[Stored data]
= = = = = = =

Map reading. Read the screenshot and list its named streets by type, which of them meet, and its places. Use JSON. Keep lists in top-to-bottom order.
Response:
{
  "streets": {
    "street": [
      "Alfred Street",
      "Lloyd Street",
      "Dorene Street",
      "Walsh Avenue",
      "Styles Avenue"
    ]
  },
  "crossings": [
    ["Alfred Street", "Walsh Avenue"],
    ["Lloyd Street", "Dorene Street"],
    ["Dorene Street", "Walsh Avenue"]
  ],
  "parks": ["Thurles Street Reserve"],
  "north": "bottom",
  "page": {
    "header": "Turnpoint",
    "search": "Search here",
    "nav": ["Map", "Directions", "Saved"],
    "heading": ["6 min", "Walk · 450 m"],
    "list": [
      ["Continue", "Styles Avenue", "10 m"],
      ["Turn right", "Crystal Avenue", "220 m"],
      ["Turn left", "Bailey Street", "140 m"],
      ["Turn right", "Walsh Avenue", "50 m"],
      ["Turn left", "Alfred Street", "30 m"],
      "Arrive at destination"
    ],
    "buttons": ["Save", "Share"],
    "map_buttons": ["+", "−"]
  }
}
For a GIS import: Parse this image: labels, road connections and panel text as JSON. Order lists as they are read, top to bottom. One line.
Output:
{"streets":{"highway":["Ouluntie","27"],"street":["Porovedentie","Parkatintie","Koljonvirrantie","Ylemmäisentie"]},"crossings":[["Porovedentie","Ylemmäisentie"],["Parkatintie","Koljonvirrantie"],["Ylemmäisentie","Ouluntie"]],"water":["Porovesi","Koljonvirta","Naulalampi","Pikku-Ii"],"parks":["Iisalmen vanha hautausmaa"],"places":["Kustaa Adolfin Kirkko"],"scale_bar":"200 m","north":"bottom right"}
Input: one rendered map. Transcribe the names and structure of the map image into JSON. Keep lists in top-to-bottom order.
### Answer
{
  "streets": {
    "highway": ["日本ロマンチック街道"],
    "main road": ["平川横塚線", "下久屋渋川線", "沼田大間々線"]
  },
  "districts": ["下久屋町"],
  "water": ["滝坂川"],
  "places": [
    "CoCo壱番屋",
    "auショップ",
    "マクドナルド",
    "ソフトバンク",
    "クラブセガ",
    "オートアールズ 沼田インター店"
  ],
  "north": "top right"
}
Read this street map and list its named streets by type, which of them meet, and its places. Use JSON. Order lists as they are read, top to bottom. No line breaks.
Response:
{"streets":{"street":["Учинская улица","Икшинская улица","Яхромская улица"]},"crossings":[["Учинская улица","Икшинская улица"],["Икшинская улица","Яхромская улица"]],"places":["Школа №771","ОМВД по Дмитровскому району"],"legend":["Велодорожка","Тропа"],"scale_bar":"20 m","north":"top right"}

= = = = = = =

# [Task directions]
Copy each line from the data above that includes "they".

# [Response]
For a GIS import: Parse this image: labels, road connections and panel text as JSON. Order lists as they are read, top to bottom. One line.
Read this street map and list its named streets by type, which of them meet, and its places. Use JSON. Order lists as they are read, top to bottom. No line breaks.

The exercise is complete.